═══ DATA UNDER STUDY ═══
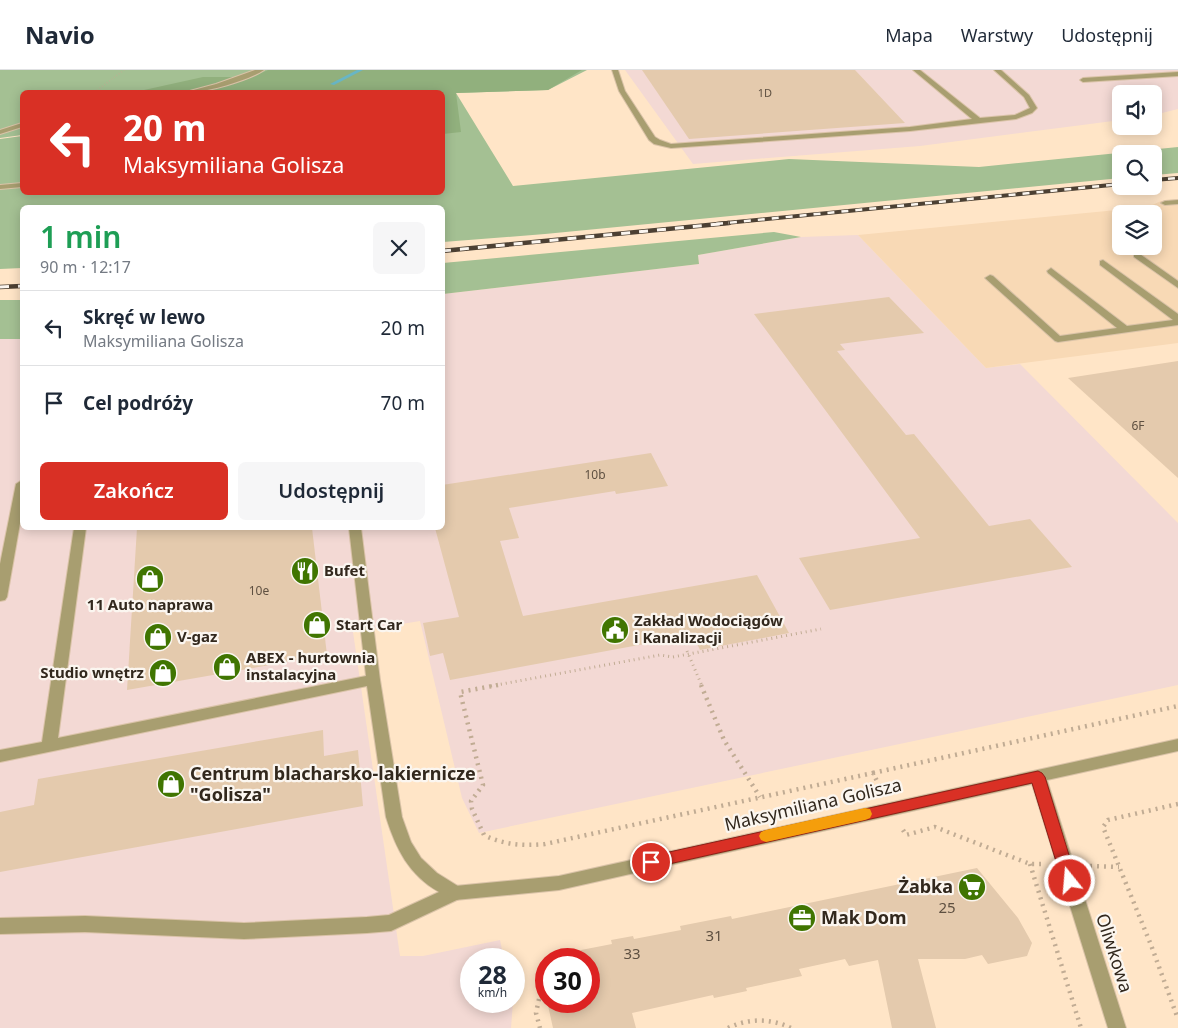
<!DOCTYPE html>
<html lang="pl">
<head>
<meta charset="utf-8">
<style>
  :root { --surface:#fff; --page:#f6f6f7; --text:#1f2937; --muted:#747a83; --line:#e0e1e3; --accent:#d93025 }
  body { margin:0; font-family:"Noto Sans",sans-serif; background:var(--page); color:var(--text); height:100vh; display:flex; flex-direction:column; font-size:19px; white-space:nowrap }
  * { box-sizing:border-box; margin:0 }
  p { font-size:16px; color:var(--muted) }
  .icon { flex:none; width:28px; height:28px; fill:none; stroke:currentColor; stroke-width:2; stroke-linecap:round; stroke-linejoin:round }
  .map { position:relative; flex:1; overflow:hidden }
  .details { position:absolute; left:20px; top:135px; width:425px; height:325px; display:flex; flex-direction:column; background:var(--surface); border-radius:8px; box-shadow:0 2px 12px #0003 }
  .details>* { flex:none }
  .top-card { position:absolute; left:20px; top:20px; width:425px; height:105px; border-radius:8px; box-shadow:0 2px 12px #0003; background:#d93025; color:#fff; overflow:hidden }
  .fabs { position:absolute; left:1112px; top:15px; display:grid; gap:10px }
  .fabs a { display:grid; place-items:center; width:50px; height:50px; border-radius:8px; background:var(--surface); box-shadow:0 2px 12px #0003; font-size:25px }
  .speed { position:absolute; left:460px; top:878px; display:flex; gap:10px; font-size:25px; font-weight:700; text-align:center }
  .speed>* { display:grid; place-content:center; width:65px; height:65px; border-radius:50%; background:var(--surface); box-shadow:0 2px 12px #0003; line-height:1 }
  .speed small { font-size:12px; font-weight:400 }
  .speed .limit { border:8px solid #d22; background:#fff; color:#111 }
  .pin { position:absolute; display:grid; place-items:center; width:42px; height:42px; color:#fff; margin:-21px; border:2px solid #fff; border-radius:50%; box-shadow:0 1px 5px #0007 }
  .me { position:absolute; width:55px; margin:-28px; rotate:343deg; stroke-linejoin:round; filter:drop-shadow(0 0 4px #0008) }
  .turn { display:flex; align-items:center; gap:18px; height:105px; padding:0 20px; font-size:22px }
  .turn .icon { width:65px; height:65px; stroke-width:2.5 }
  .turn b { display:block; font-size:35px; line-height:42px }
  .round { display:grid; place-items:center; flex:none; width:52px; height:52px; border-radius:8px; background:var(--page) }
  .overview { display:flex; align-items:center; justify-content:space-between; height:85px; padding:0 20px }
  h1 { font-size:30px; font-weight:600; line-height:38px; color:#1e9e55 }
  .cta { display:flex; gap:10px; margin-top:auto; padding:10px 20px }
  .cta a { flex:1; height:58px; border-radius:8px; background:var(--accent); color:#fff; font-size:20px; font-weight:600; line-height:58px; text-align:center }
  .cta a+a { background:var(--page); color:var(--text) }
  ul { padding:0; list-style:none }
  li { display:flex; align-items:center; gap:15px; height:75px; padding:0 20px; border-top:1px solid var(--line) }
  li div { flex:1 }
  li b { display:block; font-size:19px }
  li em { font-style:normal }
  header { display:flex; align-items:center; gap:30px; box-sizing:border-box; height:70px; padding:0 25px; background:var(--surface); border-bottom:1px solid var(--line) }
  header strong { font-size:24px }
  nav { display:flex; gap:28px; margin-inline-start:auto; font-size:18px }
  .map>svg:first-child { display:block }
  .commercial { fill:#f3d9d4 }
  .built { fill:#f8d9b5; fill-rule:evenodd }
  .green { fill:#a4c093 }
  .forest { fill:#91b07d }
  .lines { fill:none; stroke-linecap:round; stroke-linejoin:round }
  .stream { fill:#68b6c6; fill-rule:evenodd }
  .building { fill:#e4caad }
  .service-casing { stroke:#dac3a8; stroke-width:2 }
  .minor-casing { stroke:#dac3a8; stroke-width:2 }
  .path-far2 { stroke:#c1ac94; stroke-width:2; stroke-dasharray:0.5 2.5; stroke-linecap:butt }
  .path-far1 { stroke:#c1ac94; stroke-width:3; stroke-dasharray:1 4; stroke-linecap:butt }
  .path { stroke:#c1ac94; stroke-width:4.5; stroke-dasharray:2 5; stroke-linecap:butt }
  .service { fill:#a89e70; fill-rule:evenodd }
  .minor { fill:#a89e70; fill-rule:evenodd }
  .rail-far1-casing { stroke:#4c4033; stroke-width:4 }
  .rail-casing { stroke:#4c4033; stroke-width:4.5 }
  .rail-far1 { stroke:#fbf6f0; stroke-width:2.5; stroke-dasharray:7; stroke-linecap:butt }
  .rail { stroke:#fbf6f0; stroke-width:3; stroke-dasharray:9; stroke-linecap:butt }
  .route { fill:#d93025; stroke:#8d1f18 }
  .slow { fill:#f59e0b }
  .labels { text-anchor:middle; stroke-width:4.5; stroke-linejoin:round; paint-order:stroke }
  .far-number-label { font-size:11px; fill:#5e5041 }
  .number-label { font-size:12px; fill:#5e5041 }
  .poi-label { font-size:15px; font-weight:bold; fill:#32281d; stroke:#fbf6f0; text-anchor:start }
  .near-number-label { font-size:15px; fill:#5e5041 }
  .near-poi-label { font-size:18px; font-weight:bold; fill:#32281d; stroke:#fbf6f0; text-anchor:start }
  .near-street-label { font-size:18px; fill:#32281d; stroke:#fbf6f0 }
</style>
</head>
<body>
<header>
<strong>Navio</strong>
<nav><a>Mapa</a><a>Warstwy</a><a>Udostępnij</a></nav>
</header>
<div class="map">
<svg width="1178" height="958" viewBox="0 0 1178 958">
  <rect width="100%" height="100%" fill="#ffe5c7"/>
  <g class="commercial">
    <path d="M 625,0 L 1178,0 L 1178,39 L 1154,45 L 1154,24 L 1121,24 L 1121,50 L 920,76 L 693,94 Z"/>
    <path d="M 858,165 L 986,298 L 1020,294 L 1178,453 L 1178,615 L 479,763 L 462,728 L 420,551 L 353,562 L 400,886 L 423,886 L 500,870 L 504,889 L 471,889 L 471,931 L 513,931 L 511,958 L 0,958 L 0,269 L 22,269 L 22,458 L 442,458 L 443,224 L 699,194 L 698,185 L 801,167 Z"/>
  </g>
  <path class="built" d="M 1178,129 L 1178,273 L 986,298 L 858,165 L 1148,137 L 1161,131 ZM 1121,144 L 1154,144 L 1154,176 L 1121,176 Z"/>
  <g class="green">
    <path d="M 0,0 L 587,0 L 548,20 L 456,23 L 513,116 L 789,89 L 979,97 L 1178,77 L 1178,103 L 1154,105 L 1154,84 L 1121,84 L 1121,108 L 545,164 L 443,172 L 442,138 L 22,138 L 22,198 L 0,199 L 0,69 L 22,66 L 22,122 L 442,122 L 442,22 L 22,22 L 22,65 L 0,68 Z"/>
    <path d="M 774,162 L 801,167 L 698,185 L 699,194 L 443,224 L 443,193 Z"/>
    <rect x="0" y="230" width="22" height="39"/>
  </g>
  <path class="forest" d="M 268,0 L 582,0 L 548,20 L 456,23 L 461,62 L 443,64 L 442,22 L 135,22 L 203,7 L 252,7 Z"/>
  <g class="lines">
    <path class="stream" d="M 357,0 L 363,0 L 334,15 L 330,14 Z"/>
  </g>
  <g class="building">
    <path d="M 642,0 L 855,0 L 905,53 L 689,69 Z"/>
    <path d="M 889,227 L 924,263 L 840,274 L 845,280 L 837,281 L 906,365 L 914,364 L 989,456 L 1030,449 L 1072,497 L 830,540 L 799,488 L 920,468 L 754,244 Z"/>
    <path d="M 1178,291 L 1178,408 L 1068,308 Z"/>
    <path d="M 651,383 L 668,416 L 616,424 L 615,421 L 509,438 L 519,468 L 500,471 L 523,546 L 757,505 L 789,563 L 700,580 L 693,565 L 450,610 L 443,583 L 430,586 L 423,553 L 459,547 L 435,458 L 442,458 L 442,415 Z"/>
    <path d="M 137,458 L 312,458 L 327,585 L 127,620 Z"/>
    <path d="M 323,660 L 324,686 L 358,680 L 363,736 L 0,802 L 0,742 L 34,735 L 38,709 Z"/>
    <path d="M 977,798 L 1018,848 L 1032,873 L 1027,886 L 988,894 L 982,885 L 965,889 L 918,889 L 936,958 L 892,958 L 878,890 L 849,896 L 845,889 L 799,899 L 802,906 L 746,918 L 747,921 L 714,928 L 713,925 L 632,943 L 636,958 L 553,958 L 547,931 L 589,931 L 589,889 L 575,889 L 581,880 L 612,874 L 611,870 L 633,866 L 634,869 L 681,860 L 680,856 L 731,846 L 732,849 Z"/>
  </g>
  <g class="lines">
    <defs>
      <g id="service">
        <path d="M 255,0 L 264,0 C 250,10 203,24 186,22 L 216,14 Z"/>
        <path d="M 612,0 L 618,0 L 625,21 L 655,67 L 660,70 L 671,74 L 910,57 L 972,49 L 913,0 L 920,0 L 980,48 L 1015,45 L 1030,38 L 1024,27 L 994,0 L 1001,0 L 1029,25 L 1037,38 L 1032,43 L 1016,49 L 910,61 L 671,78 L 654,74 L 649,70 L 619,21 Z"/>
        <path d="M 1178,2 L 1178,6 L 1083,12 L 1080,10 L 1083,8 Z"/>
        <path d="M 22,53 L 22,57 L 0,64 L 0,60 Z"/>
        <path d="M 22,113 L 22,117 L 0,119 L 0,115 Z"/>
        <path d="M 1178,130 L 1178,134 L 1165,135 L 1161,133 L 1165,131 Z"/>
        <path d="M 1137,182 L 1178,211 L 1178,218 L 1134,187 L 1134,183 Z"/>
        <path d="M 1103,190 L 1178,244 L 1178,255 L 1058,272 L 1055,271 L 985,208 L 990,205 L 993,206 L 1060,266 L 1117,258 L 1048,203 L 1047,201 L 1051,198 L 1127,256 L 1173,250 L 1100,195 L 1100,191 Z"/>
        <path d="M 22,410 L 22,442 L 7,527 L 5,530 L 0,531 L 0,494 L 16,414 Z"/>
        <path d="M 74,458 L 86,458 L 58,668 L 366,606 L 349,458 L 361,458 L 380,610 L 402,747 L 411,772 L 421,788 L 437,803 L 461,818 L 463,823 L 461,828 L 391,861 L 367,863 L 244,869 L 85,862 L 0,864 L 0,848 L 85,846 L 244,853 L 367,847 L 389,845 L 439,822 C 409,805 396,779 386,747 L 367,616 L 0,692 L 0,680 L 42,672 Z"/>
      </g>
      <path id="minor" d="M 1178,669 L 1178,681 L 1047,710 L 1126,958 L 1108,958 L 1032,714 L 559,820 L 455,830 L 449,828 L 447,823 L 449,818 L 455,816 L 559,806 Z"/>
    </defs>
    <use href="#service" class="service-casing"/>
    <use href="#minor" class="minor-casing"/>
    <path class="path-far2" d="M 95,22 L 124,0"/>
    <g class="path-far1">
      <path d="M 687,581 L 702,616"/>
      <path d="M 491,616 L 660,585 L 673,587 L 821,559"/>
    </g>
    <g class="path">
      <path d="M 498,615 L 460,622 L 483,715 L 471,731 L 472,739 L 484,765 C 504,775 523,776 545,774 L 873,703 L 881,719"/>
      <path d="M 701,615 L 724,670 L 760,727"/>
      <path d="M 873,703 L 1178,636"/>
      <path d="M 1178,734 L 1108,750 L 1103,757 L 1151,875 L 1178,949"/>
      <path d="M 903,760 L 906,765 L 935,757 L 1030,794 L 1041,794"/>
      <path d="M 1030,794 L 1081,958"/>
      <path d="M 1090,796 L 1119,797"/>
      <path d="M 539,929 L 536,943 L 540,958"/>
      <path d="M 728,958 C 749,948 770,948 791,958"/>
    </g>
    <use href="#service" class="service"/>
    <use href="#minor" class="minor"/>
    <defs>
      <g id="rail-far1">
        <path d="M 1154,110 L 1178,108"/>
        <path d="M 716,154 L 1121,114"/>
      </g>
      <g id="rail">
        <path d="M 442,181 L 729,153"/>
        <path d="M 0,217 L 22,216"/>
      </g>
    </defs>
    <use href="#rail-far1" class="rail-far1-casing"/>
    <use href="#rail" class="rail-casing"/>
    <use href="#rail-far1" class="rail-far1"/>
    <use href="#rail" class="rail"/>
  </g>
  <path class="route" d="M 1038,701 L 1042,703 L 1045,707 L 1077,811 L 1075,815 L 1070,817 L 1064,815 L 1062,811 L 1032,713 L 651,798 L 646,796 L 644,792 L 646,787 L 651,786 Z"/>
  <path class="slow" d="M 865,738 L 870,739 L 872,744 L 870,748 L 865,750 L 766,772 L 761,770 L 759,766 L 761,762 L 766,760 Z"/>
  <defs>
    <symbol id="restaurant-disc" viewBox="-11 -11 22 22"><circle r="9.5" fill="#407501" stroke="#fbf6f0"/><path d="M-5-6h1v4h1v-4h1v4h1v-4h1v5L-1.5 .5V6h-2V.5L-5-1ZM5-6V6H3V1.5H1.5Q1.5-4 5-6Z" fill="#fff"/></symbol>
    <symbol id="shop-disc" viewBox="-11 -11 22 22"><circle r="9.5" fill="#407501" stroke="#fbf6f0"/><path d="M-5-2.5h2.3a2.7 3.5 0 0 1 5.4 0H5L5.5 6h-11ZM-1.5-2.5h3a1.5 2.3 0 0 0-3 0Z" fill="#fff"/></symbol>
    <symbol id="civic-disc" viewBox="-11 -11 22 22"><circle r="9.5" fill="#407501" stroke="#fbf6f0"/><path d="M-.6-6.5H3V-4.5H.6V-3L4-1V1h2V6H-6V1h2V-1L-.6-3ZM-1.2 2.5V6h2.4V2.5Z" fill="#fff"/></symbol>
    <symbol id="supermarket-disc" viewBox="-11 -11 22 22"><circle r="9.5" fill="#407501" stroke="#fbf6f0"/><path d="M-6-5.5h2.5l.6 2H6L4.5 2H-2.5L-4.4-4H-6ZM-1.5 3.2a1.3 1.3 0 1 0 .1 0ZM3 3.2a1.3 1.3 0 1 0 .1 0Z" fill="#fff"/></symbol>
    <symbol id="office-disc" viewBox="-11 -11 22 22"><circle r="9.5" fill="#407501" stroke="#fbf6f0"/><path d="M-6-3h4V-5.5h4V-3h4V5H-6ZM-1-4.5V-3h2v-1.5ZM-6 0V1H6V0Z" fill="#fff"/></symbol>
  </defs>
  <g fill-rule="evenodd">
    <use href="#restaurant-disc" x="289" y="485" width="32" height="32"/>
    <use href="#shop-disc" x="134" y="493" width="32" height="32"/>
    <use href="#shop-disc" x="301" y="539" width="32" height="32"/>
    <use href="#civic-disc" x="599" y="544" width="32" height="32"/>
    <use href="#shop-disc" x="142" y="551" width="32" height="32"/>
    <use href="#shop-disc" x="211" y="581" width="32" height="32"/>
    <use href="#shop-disc" x="147" y="587" width="32" height="32"/>
    <use href="#shop-disc" x="155" y="698" width="32" height="32"/>
    <use href="#supermarket-disc" x="956" y="801" width="32" height="32"/>
    <use href="#office-disc" x="786" y="832" width="32" height="32"/>
  </g>
  <g class="labels">
    <g class="far-number-label">
      <text x="765" y="27">1D</text>
    </g>
    <g class="number-label">
      <text x="1138" y="360">6F</text>
      <text x="595" y="409">10b</text>
      <text x="259" y="525">10e</text>
    </g>
    <g class="poi-label">
      <text x="324" y="506">Bufet</text>
      <text x="150" y="540" text-anchor="middle">11 Auto naprawa</text>
      <text x="634" y="556">Zakład Wodociągów<tspan x="634" dy="17">i Kanalizacji</tspan></text>
      <text x="336" y="560">Start Car</text>
      <text x="177" y="572">V-gaz</text>
      <text x="246" y="593">ABEX - hurtownia<tspan x="246" dy="17">instalacyjna</tspan></text>
      <text x="144" y="608" text-anchor="end">Studio wnętrz</text>
    </g>
    <g class="near-number-label">
      <text x="947" y="843">25</text>
      <text x="714" y="871">31</text>
      <text x="632" y="889">33</text>
    </g>
    <g class="near-poi-label">
      <text x="190" y="710">Centrum blacharsko-lakiernicze<tspan x="190" dy="21">"Golisza"</tspan></text>
      <text x="953" y="823" text-anchor="end">Żabka</text>
      <text x="821" y="854">Mak Dom</text>
    </g>
    <g class="near-street-label">
      <text transform="translate(813 735) rotate(-13)" y="6">Maksymiliana Golisza</text>
      <text transform="translate(1114 883) rotate(72)" y="6">Oliwkowa</text>
    </g>
  </g>
</svg>
<div class="fabs">
<a><svg class="icon" aria-label="sound" viewBox="0 0 24 24"><path d="M4 9h4l5-4v14l-5-4H4zM17 9q2 3 0 6"/></svg></a>
<a><svg class="icon" aria-label="search" viewBox="0 0 24 24"><circle cx="10" cy="10" r="6"/><path d="M15 15l6 6"/></svg></a>
<a><svg class="icon" aria-label="layers" viewBox="0 0 24 24"><path d="M12 4l9 5-9 5-9-5zM3 14l9 5 9-5"/></svg></a>
</div>
<div class="speed"><div>28<small>km/h</small></div><div class="limit">30</div></div>
<div class="pin" style="left:651px;top:792px;background:#d93025"><svg class="icon" aria-label="arrive" viewBox="0 0 24 24"><path d="M6 21V4h12l-3 4 3 4H6"/></svg></div>
<svg class="me" style="left:1070px;top:811px" viewBox="-20 -20 40 40"><circle r="17" fill="#d93025" stroke="#fff" stroke-width="3"/><path d="M0-11L8 9 0 5-8 9z" fill="#fff"/></svg>
<div class="top-card">
<div class="turn"><svg class="icon" aria-label="left" viewBox="0 0 24 24"><path d="M17 20v-9H6M10 6l-5 5 5 5"/></svg><div><b>20 m</b>Maksymiliana Golisza</div></div>
</div>
<section class="details">
<div class="overview"><div><h1>1 min</h1><p>90 m · 12:17</p></div><a class="round"><svg class="icon" aria-label="close" viewBox="0 0 24 24"><path d="M6 6l12 12M18 6L6 18"/></svg></a></div>
<ul>
<li><svg class="icon" aria-label="left" viewBox="0 0 24 24"><path d="M17 20v-9H6M10 6l-5 5 5 5"/></svg><div><b>Skręć w lewo</b><p>Maksymiliana Golisza</p></div><em>20 m</em></li>
<li><svg class="icon" aria-label="arrive" viewBox="0 0 24 24"><path d="M6 21V4h12l-3 4 3 4H6"/></svg><div><b>Cel podróży</b></div><em>70 m</em></li>
</ul>
<div class="cta"><a>Zakończ</a><a>Udostępnij</a></div>
</section>
</div>
</body>
</html>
═══
EXERCISE INSTRUCTIONS: Find the number of lines in the records that include the word "street". Write only that number.

OUTPUT FOR THIS TASK: 2